Differently, in this paper we will combine these two supply modes into a single assembly system, wherein one supplier exerts the ordering mode, while the other supplier has to accept the VMI mode. To our knowledge, this combination is rarely discussed in the prior literature but is prevalent in practice. For example, in China’s auto industry, the assembler needs to order and pay for the key components, such as engine, from the overseas suppliers in advance. Meanwhile, the of the rest components such as windshield wipers are normally provided by the domestic suppliers under VMI mode. Also in the electronics industry, assembler always places orders in advance from key components’ provider (e.g., Intel) while requires the local suppliers to produce the other components under VMI arrangement. Given this gap between the practice and the literature, in this paper we will derive some important implications for the firms’ equilibrium strategies under the combined supply modes.
To this end, we construct a decentralized assembly system that contains two sources of uncertainty. On one hand, the market demand is stochastic so that the assembler and the supplier have to make their procurement/production decisions before the exact demand is realized.
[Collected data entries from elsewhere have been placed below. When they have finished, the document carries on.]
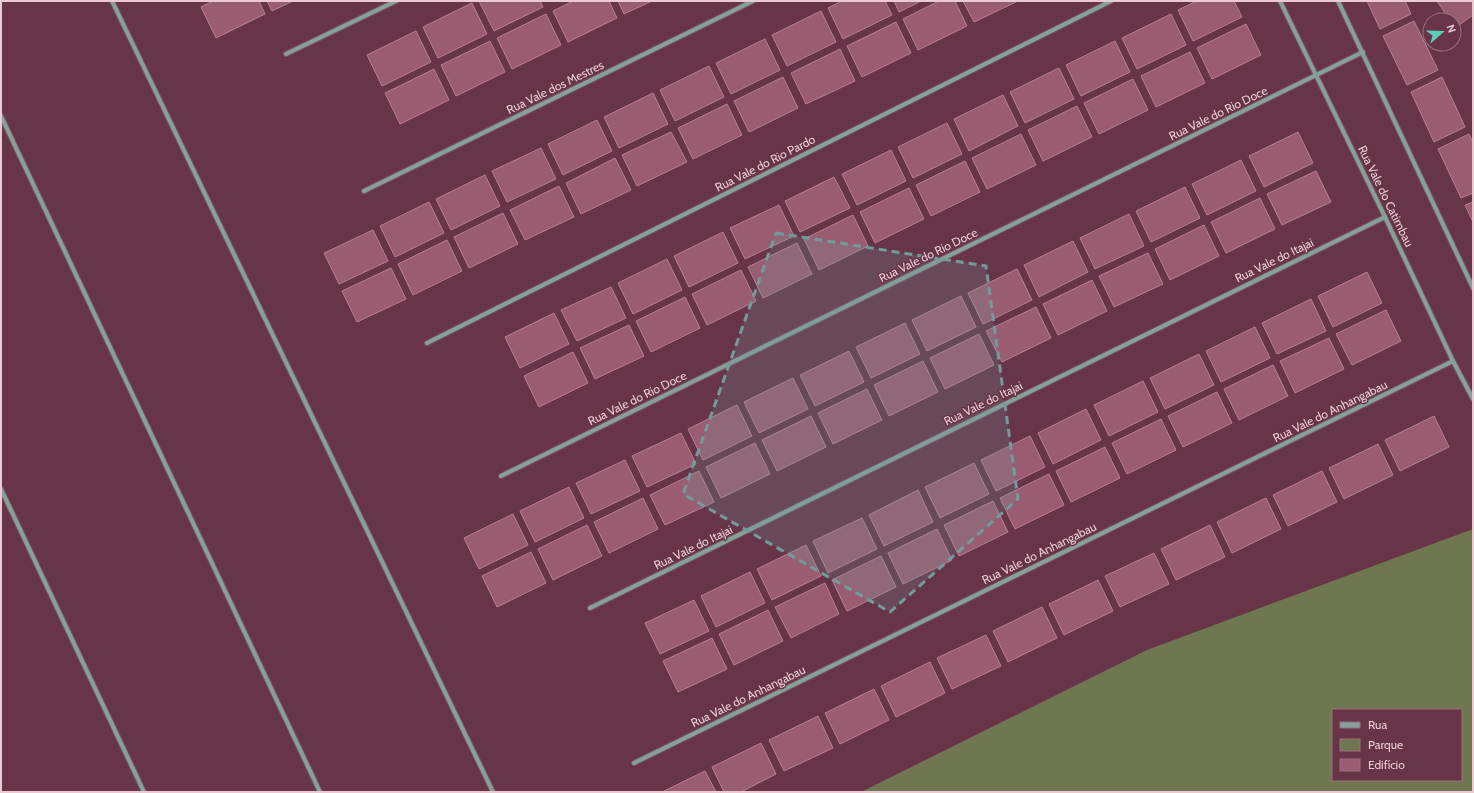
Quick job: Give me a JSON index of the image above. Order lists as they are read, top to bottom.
{
  "streets": {
    "street": [
      "Rua Vale dos Mestres",
      "Rua Vale do Rio Doce",
      "Rua Vale do Rio Pardo",
      "Rua Vale do Catimbau",
      "Rua Vale do Itajai",
      "Rua Vale do Anhangabau"
    ]
  },
  "crossings": [
    ["Rua Vale do Rio Doce", "Rua Vale do Catimbau"],
    ["Rua Vale do Catimbau", "Rua Vale do Itajai"],
    ["Rua Vale do Catimbau", "Rua Vale do Anhangabau"]
  ],
  "legend": ["Rua", "Parque", "Edifício"],
  "north": "right"
}
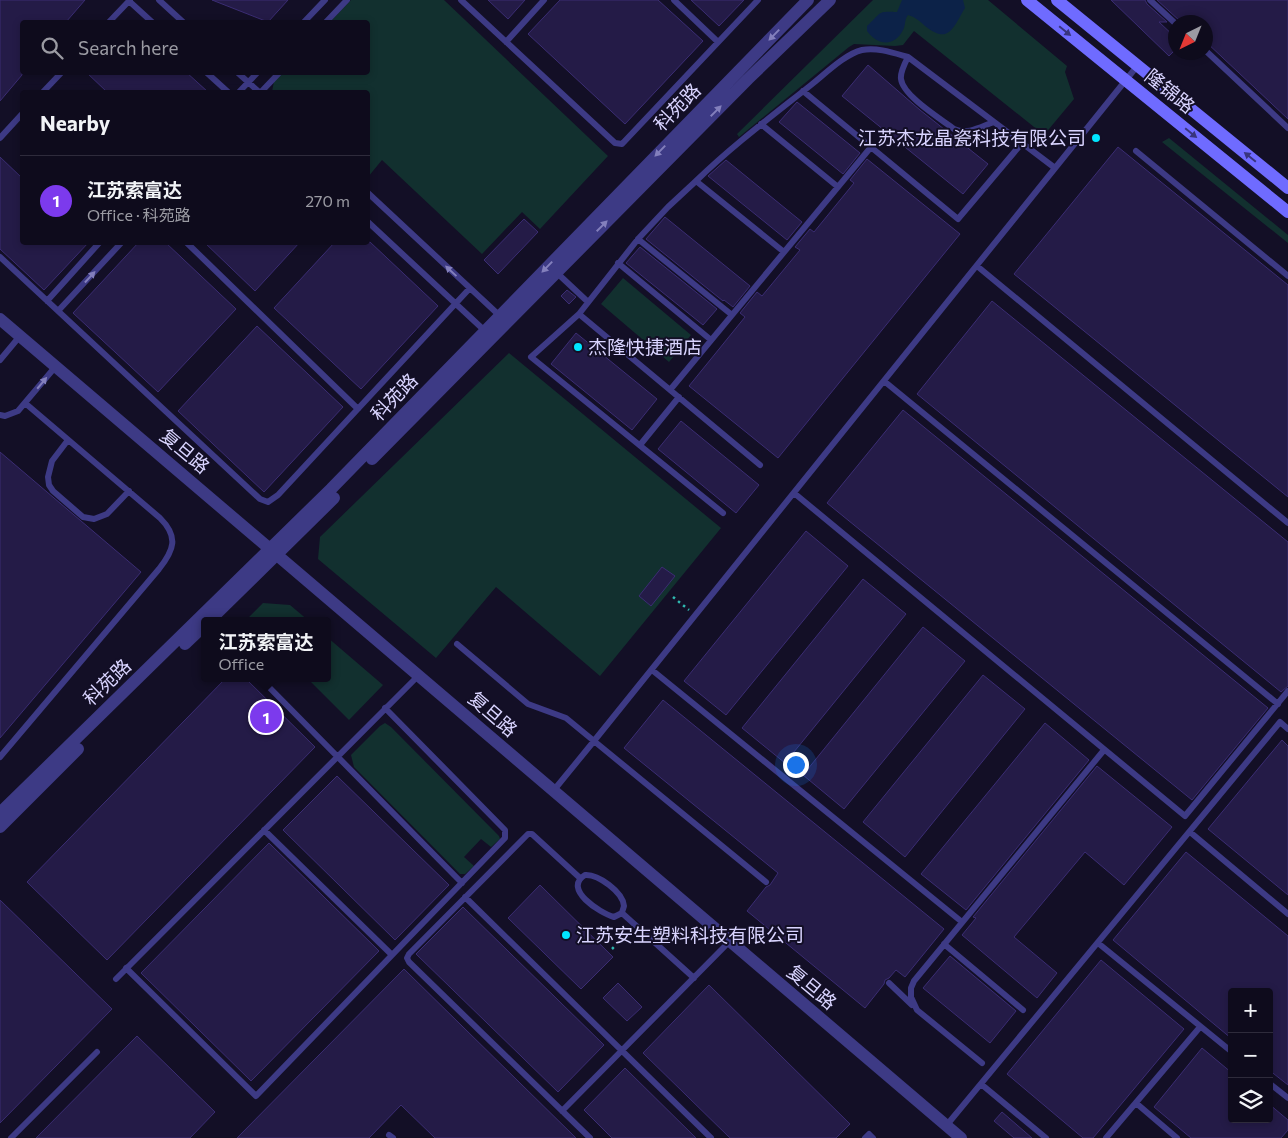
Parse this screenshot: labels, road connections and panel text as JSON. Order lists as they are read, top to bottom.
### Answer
{
  "streets": {
    "main road": ["隆锦路"],
    "street": ["科苑路", "复旦路"]
  },
  "crossings": [
    ["科苑路", "复旦路"]
  ],
  "places": ["江苏杰龙晶瓷科技有限公司", "杰隆快捷酒店", "江苏安生塑料科技有限公司"],
  "north": "bottom left",
  "page": {
    "search": "Search here",
    "heading": "Nearby",
    "list": [
      {
        "mark": "1",
        "name": "江苏索富达",
        "note": "Office · 科苑路",
        "value": "270 m"
      }
    ],
    "popup": ["江苏索富达", "Office"],
    "pins": "1",
    "map_buttons": ["+", "−"]
  }
}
On the other hand, we assume that supplier 1’s production is perfectly reliable, while supplier 2 has a stochastic production yield rate. The assembler has to preorder the components from supplier 1 under the ordering mode but is also able to exert the VMI mode on supplier 2. Consequently, the assembler and supplier 2 have to simultaneously choose their production and procurement quantities in consideration of the other’s response. This setting helps us to solve the following questions. First, what are the firms equilibrium production and procurement strategies in this decentralized assembly system with dual supply modes? Second, compared to the centralized system how to achieve the supply chain coordination? Third, what are the differences among different supply modes, for example, ordering mode versus VMI mode versus combined mode?
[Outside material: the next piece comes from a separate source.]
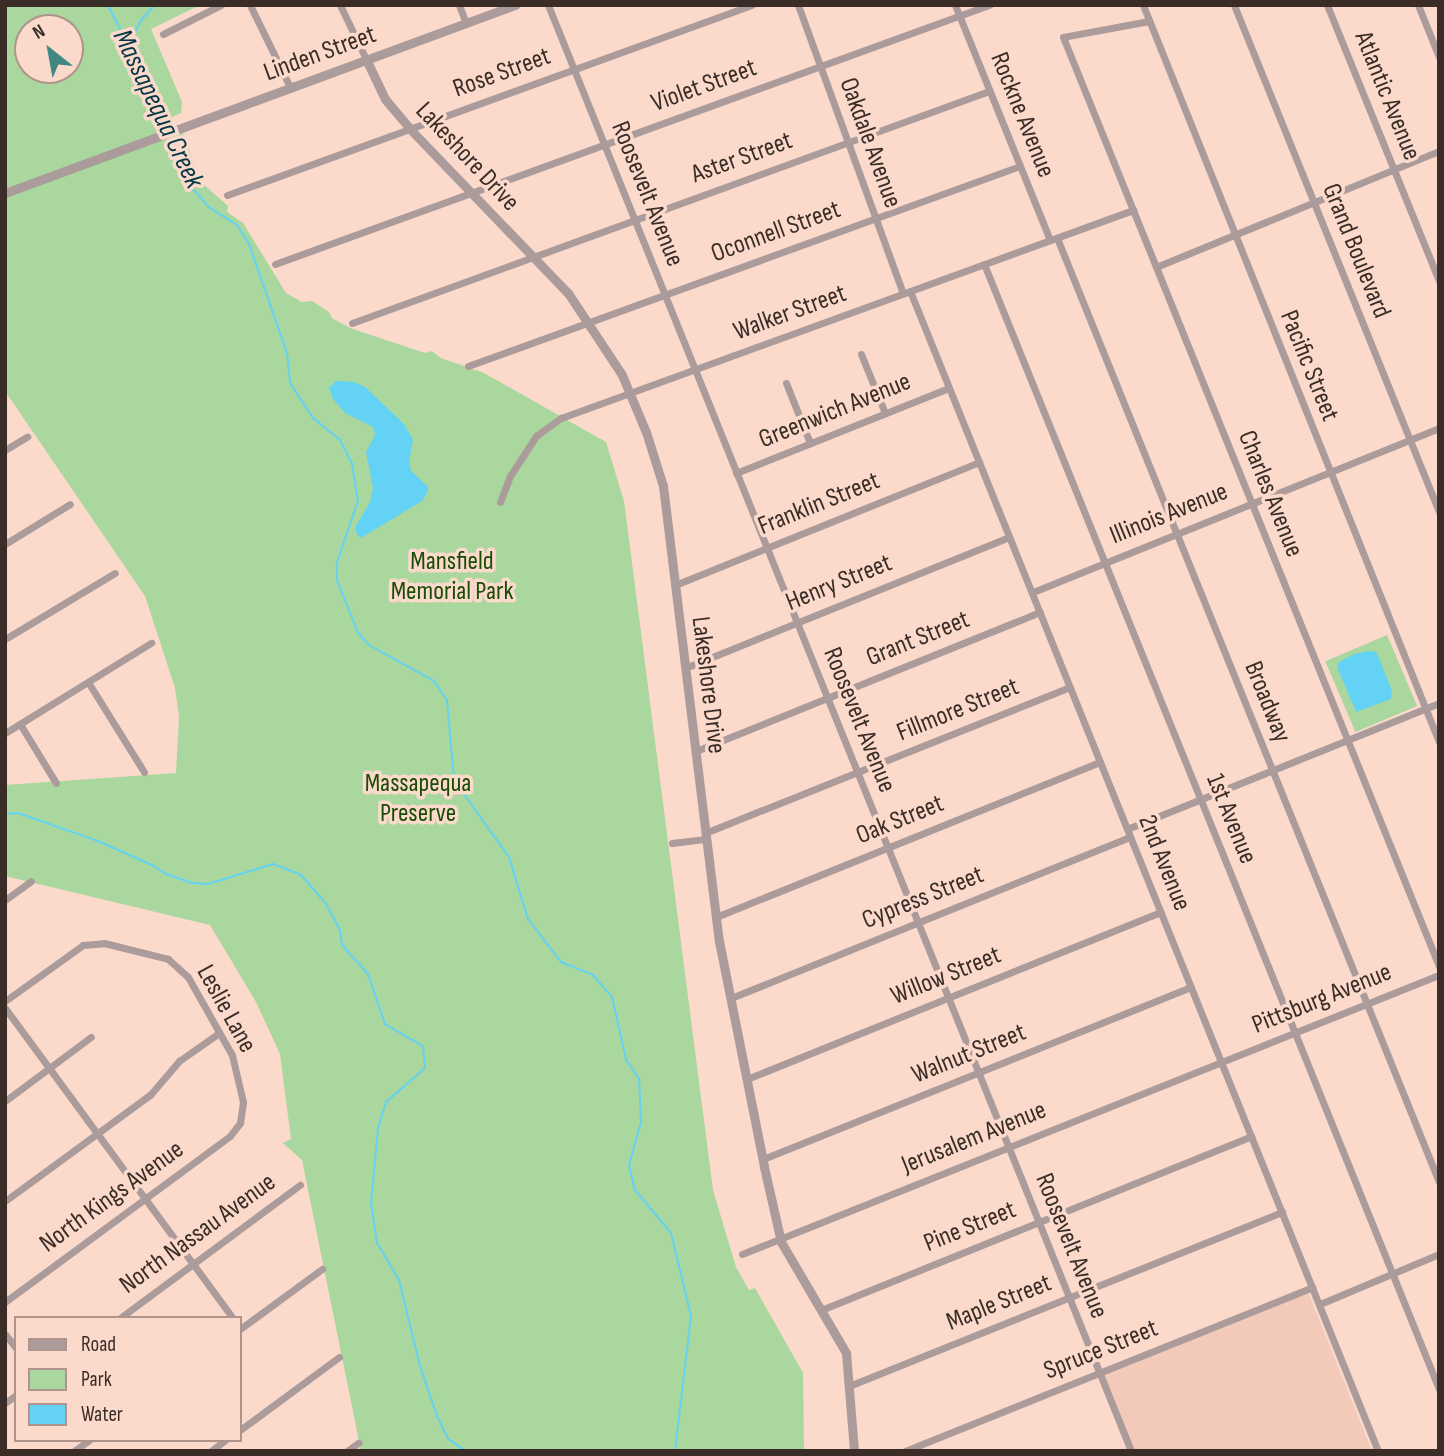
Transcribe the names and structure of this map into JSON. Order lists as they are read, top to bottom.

Given the equilibrium strategies, our analysis has the following observations. First, double marginalization significantly undermines the channel’s efficiency, in which case both suppliers produce fewer components than that in the centralized system. In particular, the supplier with random yield produces more components than his partner’s. Second, to improve the channel efficiency, we incorporate an advance payment contract. When the sharing parameter (donated as ) falls into a rational range, the suppliers achieve perfect coordination. Moreover, we show that from the channel’s perspective, ordering mode dominates both the combined mode and VMI mode. This result coincides with the supplier’s interest but goes against the assembler’s profit. The intuition is that for any firm, the better operational mode always mitigates its inventory risk. Overall, this paper speaks to the interactions between the assembler and the suppliers under dual supply modes in a decentralized system.
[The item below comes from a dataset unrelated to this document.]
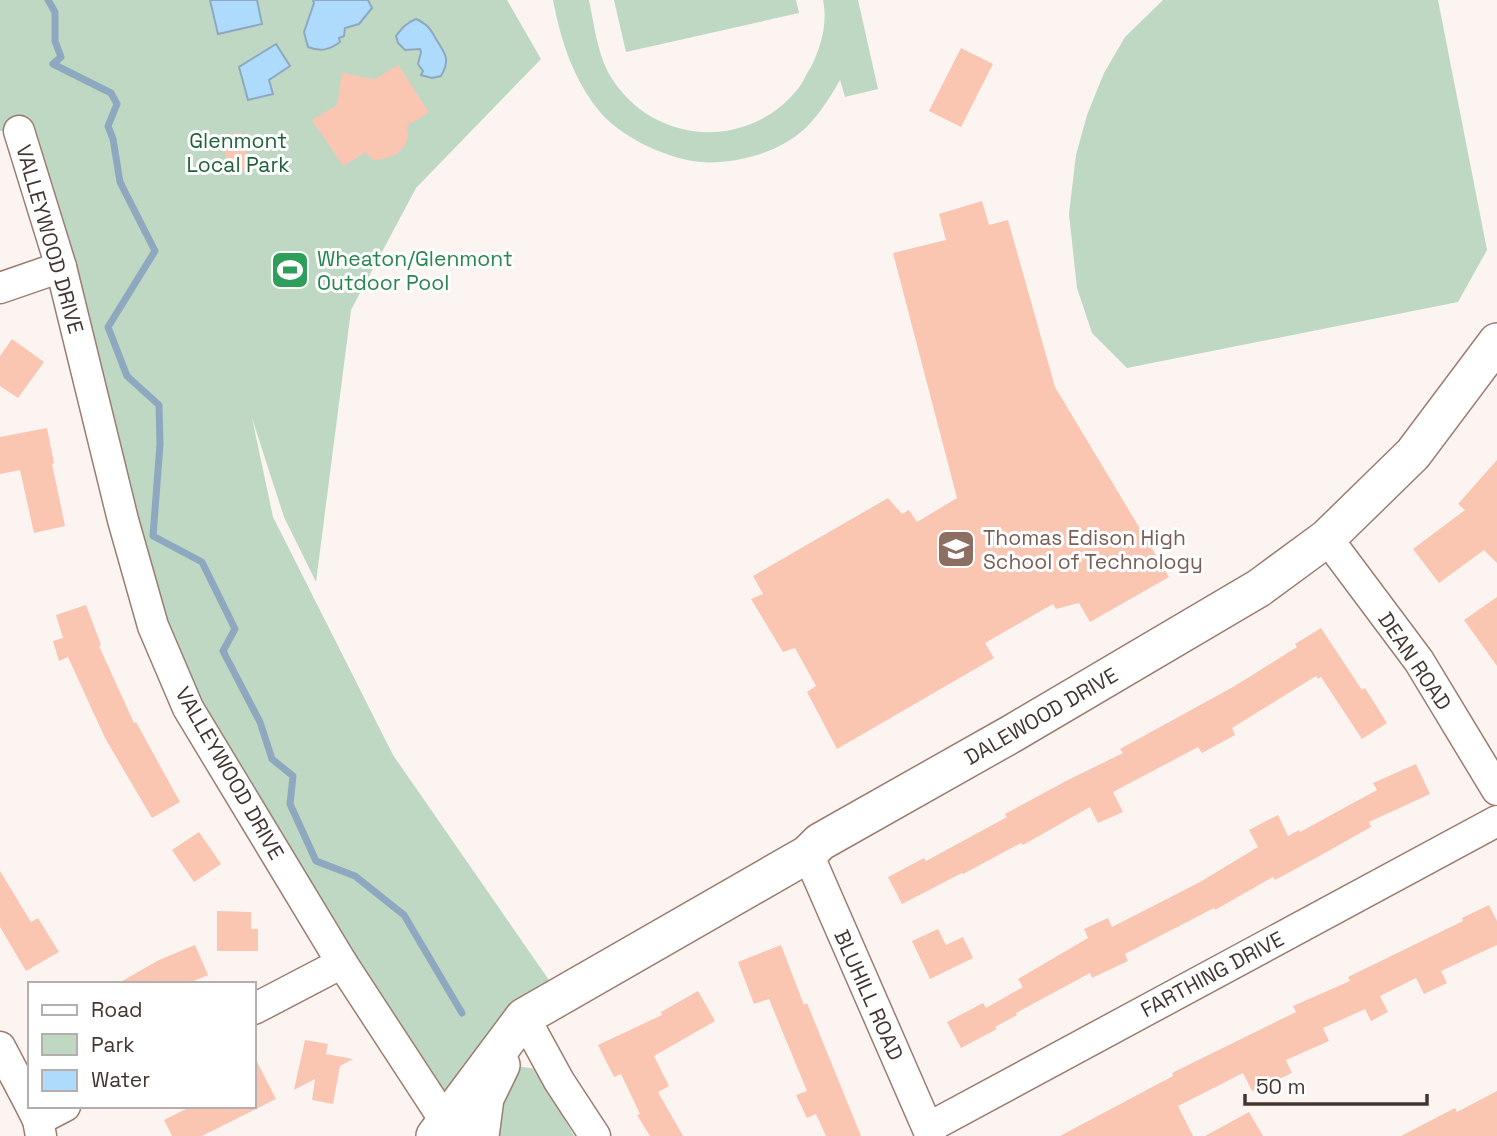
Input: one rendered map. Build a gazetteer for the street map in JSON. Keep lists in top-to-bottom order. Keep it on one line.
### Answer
{"streets":{"street":["VALLEYWOOD DRIVE","DEAN ROAD","DALEWOOD DRIVE","FARTHING DRIVE","BLUHILL ROAD"]},"crossings":[["VALLEYWOOD DRIVE","DALEWOOD DRIVE"],["DEAN ROAD","DALEWOOD DRIVE"],["DALEWOOD DRIVE","BLUHILL ROAD"],["FARTHING DRIVE","BLUHILL ROAD"]],"parks":["Glenmont Local Park"],"places":{"sports":["Wheaton/Glenmont Outdoor Pool"],"school or university":["Thomas Edison High School of Technology"]},"legend":["Road","Park","Water"],"scale_bar":"50 m"}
Besides the literature reviewed above, another stream of the related research is random yield and random demand. Note that this issue has been extensively studied by many scholars [6–10]. However, as aforementioned the majority of these models have been developed under the condition that all the suppliers generate either production yield uncertainty or demand uncertainty, while in this paper, we assume that one supplier is perfectly reliable while the other supplier has a random yield issue. This setting is prevalent in both literature [11, 12] and practice. For example, the key component providers in assembly system (e.g., Intel) are always stable in their production capacity and can operate quite well. Therefore, they are nearly perfectly reliable. In contrast, the other component providers may suffer yield uncertainty, because they are usually in small size and unreliable in managing the production. One notable paper is Pan and So , in which they analyze an assemble-to-order system with these two types of supply. In their paper, assembler determines both kinds of suppliers’ production input quantity in the interest of maximizing system’s profit when facing price-dependent demand. Different from them, in our research there are multiple decision makers: the assembler decides the production quantity, while the supplier determines his production quantity.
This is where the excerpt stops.